Archie no era un santo. Con frecuencia, pensaba con placer en la lujuria; de hecho, imaginar en mil formas para satisfacer sus apetitos era una gran tentación, sobre todo, cuando esa lujuria era fomentada por Candice White. Si cerraba los ojos podía revivir el tremendo esfuerzo que hizo para controlarse. Si por él hubiera sido, esta mañana, habría tenido el más grandioso sexo sobre su escritorio. La habría tomado sin reserva alguna. Archie se vio forzado a cerrar su gabardina para que la espectacular visión de su bragueta no fuera el punto de atracción de mirada alguna.

Great Can era un pueblo muy pequeño. Muchas personas usaban la bicicleta como medio de transporte y otras, simplemente preferían caminar. En la acera de enfrente vio a la rubia que no se había quitado de la cabeza acompañada por un caballero. Archie lo reconoció como aquel gerente de producción: Frank. La pareja caminaba muy cerca debido a la estrecha acera; de vez en cuando sus cuerpos se rosaban hasta que finalmente Frank le ofreció su brazo a su bella compañera de trabajo.

Fue entonces que Archie se sorprendió de sus pensamientos. De pronto, sus instintos más primitivos y salvajes explotaban dentro de él exigiendo que arrancara a esa mujer del brazo de ese ingenierito, si era necesario, debía tomarla por el pelo y llevársela a rastras. Su sangre hirvió y por su mente se mostraron las más lujuriosas imágenes jamás vividas. Él la besaría nuevamente, le recordaría que él era su dueño, su único y verdadero dueño; lo haría hasta que ella se perdiera de toda realidad, hasta que se quedara sin sentidos. Archivald Cornwell besaría… ¡no! Él mordería su cuello, lo succionaría, dejaría sus dientes marcados en cada centímetro de esa blanca piel para que todos supieran que ella era de él y solo de él. Era un gran abismo el que había saldado de ser un hombre civilizado para convertirse en un neandertal

Aligeró su paso para llegar pronto a casa; se metería a la tina y por supuesto que bloquearía el recuerdo de esos besos recién intercambiados. Finalmente, no habían tenido importancia, eran tan solo dos adultos jugando un rato… eso había sido todo. Lo repetiría mil veces de ser necesario. Aunque, por supuesto que si la tina pudiera hablar nos narraría una de las escenas más eróticas jamás ocurridas; por supuesto, no había razón para desperdiciar las reacciones de su cuerpo ante el recuerdo de la doctora White, sus formas, ardientes besos y caricias. Esa noche, a pesar de sus terribles celos y de su lucha interna entre la dulzura y la lujuria, Archivald Cornwell había ido a la cama totalmente relajado y con una bella sonrisa.

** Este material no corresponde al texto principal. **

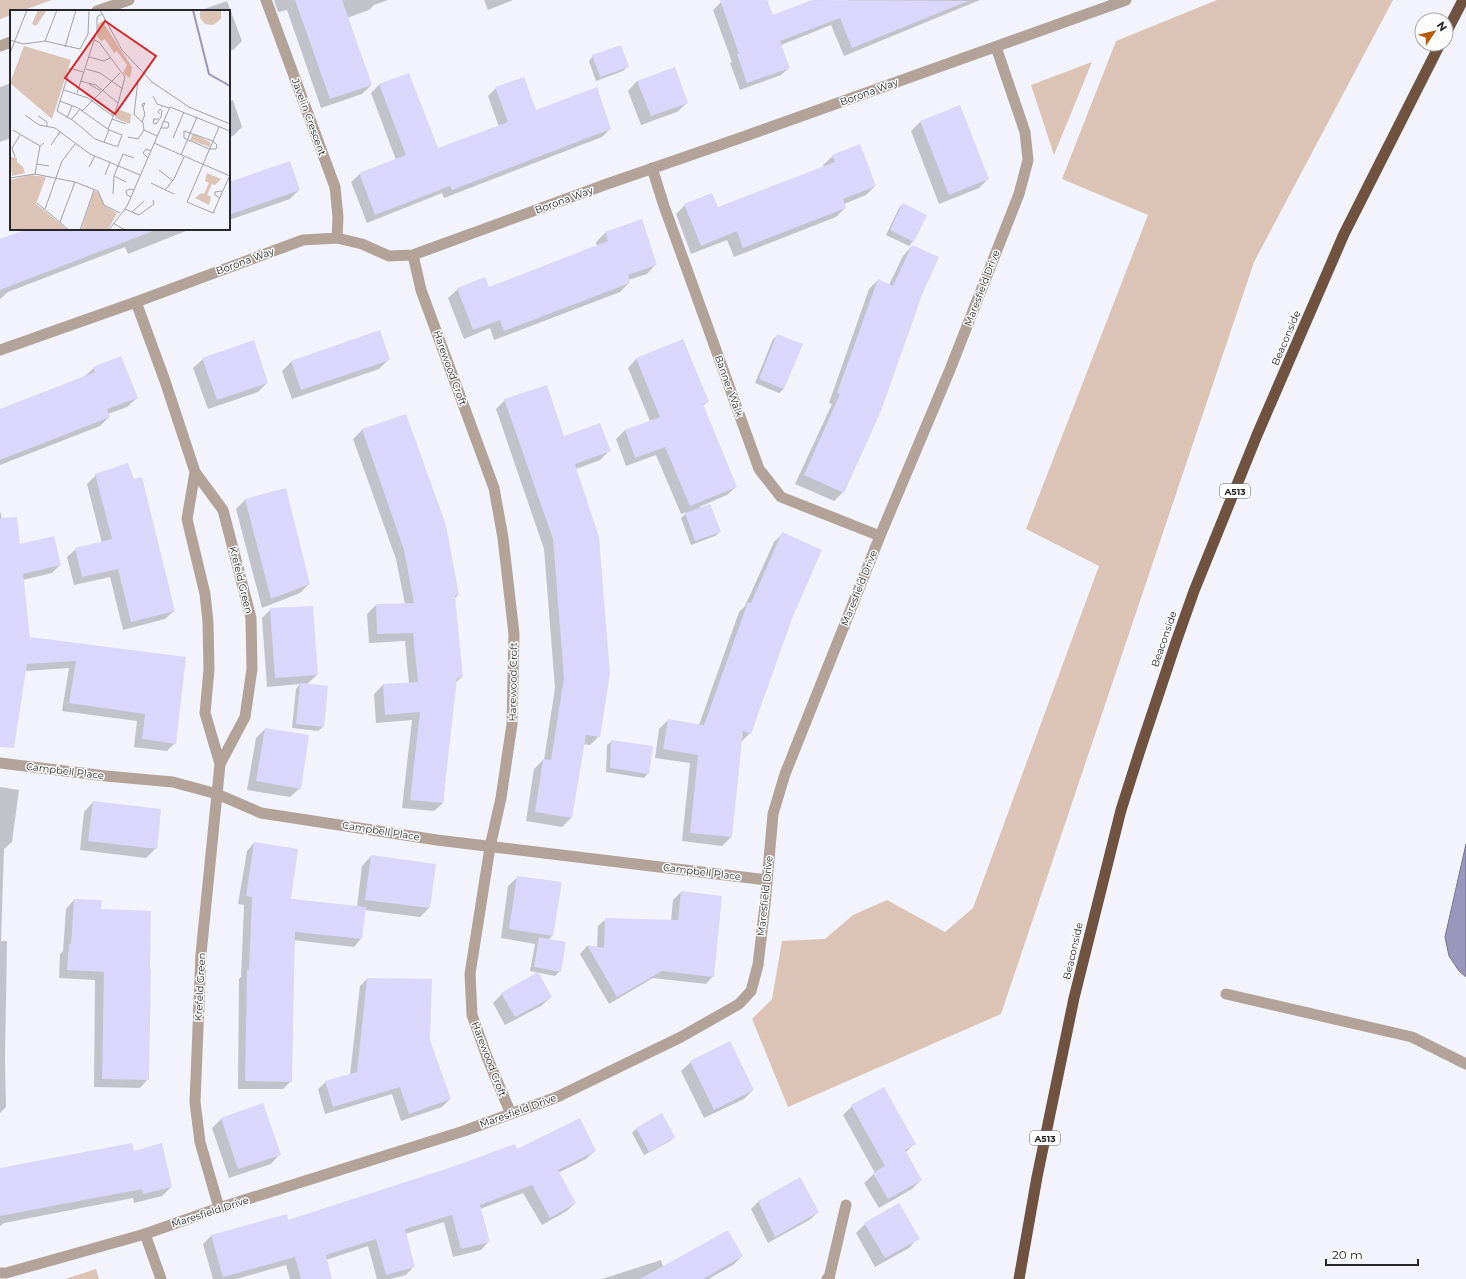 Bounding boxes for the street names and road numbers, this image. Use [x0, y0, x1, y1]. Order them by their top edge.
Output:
street label: Borona Way [838, 75, 900, 109]
street label: Javelin Crescent [289, 76, 329, 157]
street label: Borona Way [533, 183, 595, 217]
street label: Borona Way [214, 244, 276, 278]
street label: Maresfield Drive [961, 248, 1003, 328]
street label: Beaconside [1269, 309, 1303, 367]
street label: Harewood Croft [430, 329, 470, 407]
street label: Banner Walk [712, 353, 746, 419]
road number: A513 [1220, 484, 1250, 498]
street label: Krefeld Green [226, 545, 256, 615]
street label: Maresfield Drive [838, 548, 880, 628]
street label: Beaconside [1148, 609, 1180, 669]
street label: Harewood Croft [506, 642, 520, 722]
street label: Campbell Place [25, 760, 105, 782]
street label: Campbell Place [341, 818, 421, 844]
street label: Maresfield Drive [754, 855, 776, 937]
street label: Campbell Place [662, 861, 742, 883]
street label: Beaconside [1060, 921, 1086, 981]
street label: Krefeld Green [192, 952, 208, 1022]
street label: Harewood Croft [469, 1020, 509, 1098]
street label: Maresfield Drive [478, 1091, 558, 1131]
road number: A513 [1030, 1131, 1060, 1145]
street label: Maresfield Drive [170, 1193, 250, 1231]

*o*o*o*o*o*o*o*o*o*o*o*o*o*o*

Cuando Candice escuchó su nombre a su espalda no podría creerlo. Se quedó clavada en el piso sin poder reaccionar. De pronto unos brazos femeninos la abrazaron sin permitirle que ella se girara para recibir el contacto. Era el pasillo principal, el que conducía al comedor.

-¡Oh, Candy! ¿Así que aquí estabas? ¡Candy! – eran unos brazos cariñosos y regordetes; la voz de la mujer era feliz y entusiasta, estaba emocionada hasta las lágrimas. Patricia O´Brien no se percataba de la fuerza con la que estaba abrazando a la doctora.

-Patty – fue tan solo un susurro el que se escapó de los labios de Candy. Lo único que pudo hacer para corresponder al abrazo fue alcanzar con sus manos los brazos que prácticamente la estaban ahorcando para acariciarlos. No podía negar que se sentía muy feliz.

Después de unos segundos, Patty disminuyó la fuerza de su abrazo y Candy fue capaz de liberarse. Fue hasta entonces que Candy se giró y abrazó dulcemente a su amiga nuevamente.

-Candy, te he extrañado mucho, jamás imaginé que estuvieras aquí. Desapareciste por completo. ¿Pero quién te crees que eres, muchacha tonta? – le dijo con fingida indignación. Habían pasado más de diez años desde la última que se habían visto, sin embargo, era como si hubiese sido tan solo el día anterior.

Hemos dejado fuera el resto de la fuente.